▶ Material shown

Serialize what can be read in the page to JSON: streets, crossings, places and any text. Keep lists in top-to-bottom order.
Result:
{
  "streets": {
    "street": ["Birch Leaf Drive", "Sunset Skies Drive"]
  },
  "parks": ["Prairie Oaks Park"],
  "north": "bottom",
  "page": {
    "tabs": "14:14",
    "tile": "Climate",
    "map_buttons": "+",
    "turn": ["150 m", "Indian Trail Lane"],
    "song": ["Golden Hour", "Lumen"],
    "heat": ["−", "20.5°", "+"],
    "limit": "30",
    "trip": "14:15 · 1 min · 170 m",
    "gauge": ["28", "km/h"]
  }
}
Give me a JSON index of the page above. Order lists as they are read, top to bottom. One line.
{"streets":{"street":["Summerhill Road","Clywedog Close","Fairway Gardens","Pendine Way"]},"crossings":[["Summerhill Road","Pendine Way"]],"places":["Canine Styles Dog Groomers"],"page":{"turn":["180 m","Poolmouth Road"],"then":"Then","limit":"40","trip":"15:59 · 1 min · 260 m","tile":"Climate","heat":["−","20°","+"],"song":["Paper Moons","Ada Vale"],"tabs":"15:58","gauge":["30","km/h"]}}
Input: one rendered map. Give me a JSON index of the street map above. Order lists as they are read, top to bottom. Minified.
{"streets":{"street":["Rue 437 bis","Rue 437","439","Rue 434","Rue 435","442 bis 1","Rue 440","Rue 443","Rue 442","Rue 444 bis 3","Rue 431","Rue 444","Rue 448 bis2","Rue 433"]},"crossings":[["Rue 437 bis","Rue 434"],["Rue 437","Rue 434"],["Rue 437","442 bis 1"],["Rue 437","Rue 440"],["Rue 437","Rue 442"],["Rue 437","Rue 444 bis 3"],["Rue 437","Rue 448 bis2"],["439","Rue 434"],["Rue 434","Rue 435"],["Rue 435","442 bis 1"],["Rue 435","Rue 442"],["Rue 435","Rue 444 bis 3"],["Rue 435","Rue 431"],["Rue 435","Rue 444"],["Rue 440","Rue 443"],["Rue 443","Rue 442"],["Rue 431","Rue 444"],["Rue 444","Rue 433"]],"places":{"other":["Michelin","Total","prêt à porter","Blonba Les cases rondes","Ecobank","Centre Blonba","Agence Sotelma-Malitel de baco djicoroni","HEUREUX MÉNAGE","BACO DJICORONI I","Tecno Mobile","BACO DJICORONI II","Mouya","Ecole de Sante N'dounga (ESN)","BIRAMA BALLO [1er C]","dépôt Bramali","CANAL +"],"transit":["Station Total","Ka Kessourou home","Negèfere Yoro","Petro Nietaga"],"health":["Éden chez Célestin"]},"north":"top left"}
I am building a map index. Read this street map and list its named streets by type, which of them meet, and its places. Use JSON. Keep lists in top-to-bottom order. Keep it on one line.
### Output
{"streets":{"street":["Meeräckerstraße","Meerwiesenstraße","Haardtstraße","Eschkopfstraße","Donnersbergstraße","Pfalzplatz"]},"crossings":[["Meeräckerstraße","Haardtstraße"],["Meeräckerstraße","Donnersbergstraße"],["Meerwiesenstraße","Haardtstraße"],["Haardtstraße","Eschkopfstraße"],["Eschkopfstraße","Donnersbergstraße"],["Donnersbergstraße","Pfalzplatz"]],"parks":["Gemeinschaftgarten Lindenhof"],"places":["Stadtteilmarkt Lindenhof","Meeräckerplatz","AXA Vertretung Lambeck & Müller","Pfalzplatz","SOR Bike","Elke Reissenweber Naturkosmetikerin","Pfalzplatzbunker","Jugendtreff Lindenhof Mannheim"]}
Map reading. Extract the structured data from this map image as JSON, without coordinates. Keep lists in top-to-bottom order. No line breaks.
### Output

▶ Your task
Write out all of the records above exactly as they appear.

▶ Your response
Serialize what can be read in the page to JSON: streets, crossings, places and any text. Keep lists in top-to-bottom order.
Result:
{
  "streets": {
    "street": ["Birch Leaf Drive", "Sunset Skies Drive"]
  },
  "parks": ["Prairie Oaks Park"],
  "north": "bottom",
  "page": {
    "tabs": "14:14",
    "tile": "Climate",
    "map_buttons": "+",
    "turn": ["150 m", "Indian Trail Lane"],
    "song": ["Golden Hour", "Lumen"],
    "heat": ["−", "20.5°", "+"],
    "limit": "30",
    "trip": "14:15 · 1 min · 170 m",
    "gauge": ["28", "km/h"]
  }
}
Give me a JSON index of the page above. Order lists as they are read, top to bottom. One line.
{"streets":{"street":["Summerhill Road","Clywedog Close","Fairway Gardens","Pendine Way"]},"crossings":[["Summerhill Road","Pendine Way"]],"places":["Canine Styles Dog Groomers"],"page":{"turn":["180 m","Poolmouth Road"],"then":"Then","limit":"40","trip":"15:59 · 1 min · 260 m","tile":"Climate","heat":["−","20°","+"],"song":["Paper Moons","Ada Vale"],"tabs":"15:58","gauge":["30","km/h"]}}
Input: one rendered map. Give me a JSON index of the street map above. Order lists as they are read, top to bottom. Minified.
{"streets":{"street":["Rue 437 bis","Rue 437","439","Rue 434","Rue 435","442 bis 1","Rue 440","Rue 443","Rue 442","Rue 444 bis 3","Rue 431","Rue 444","Rue 448 bis2","Rue 433"]},"crossings":[["Rue 437 bis","Rue 434"],["Rue 437","Rue 434"],["Rue 437","442 bis 1"],["Rue 437","Rue 440"],["Rue 437","Rue 442"],["Rue 437","Rue 444 bis 3"],["Rue 437","Rue 448 bis2"],["439","Rue 434"],["Rue 434","Rue 435"],["Rue 435","442 bis 1"],["Rue 435","Rue 442"],["Rue 435","Rue 444 bis 3"],["Rue 435","Rue 431"],["Rue 435","Rue 444"],["Rue 440","Rue 443"],["Rue 443","Rue 442"],["Rue 431","Rue 444"],["Rue 444","Rue 433"]],"places":{"other":["Michelin","Total","prêt à porter","Blonba Les cases rondes","Ecobank","Centre Blonba","Agence Sotelma-Malitel de baco djicoroni","HEUREUX MÉNAGE","BACO DJICORONI I","Tecno Mobile","BACO DJICORONI II","Mouya","Ecole de Sante N'dounga (ESN)","BIRAMA BALLO [1er C]","dépôt Bramali","CANAL +"],"transit":["Station Total","Ka Kessourou home","Negèfere Yoro","Petro Nietaga"],"health":["Éden chez Célestin"]},"north":"top left"}
I am building a map index. Read this street map and list its named streets by type, which of them meet, and its places. Use JSON. Keep lists in top-to-bottom order. Keep it on one line.
### Output
{"streets":{"street":["Meeräckerstraße","Meerwiesenstraße","Haardtstraße","Eschkopfstraße","Donnersbergstraße","Pfalzplatz"]},"crossings":[["Meeräckerstraße","Haardtstraße"],["Meeräckerstraße","Donnersbergstraße"],["Meerwiesenstraße","Haardtstraße"],["Haardtstraße","Eschkopfstraße"],["Eschkopfstraße","Donnersbergstraße"],["Donnersbergstraße","Pfalzplatz"]],"parks":["Gemeinschaftgarten Lindenhof"],"places":["Stadtteilmarkt Lindenhof","Meeräckerplatz","AXA Vertretung Lambeck & Müller","Pfalzplatz","SOR Bike","Elke Reissenweber Naturkosmetikerin","Pfalzplatzbunker","Jugendtreff Lindenhof Mannheim"]}
Map reading. Extract the structured data from this map image as JSON, without coordinates. Keep lists in top-to-bottom order. No line breaks.
### Output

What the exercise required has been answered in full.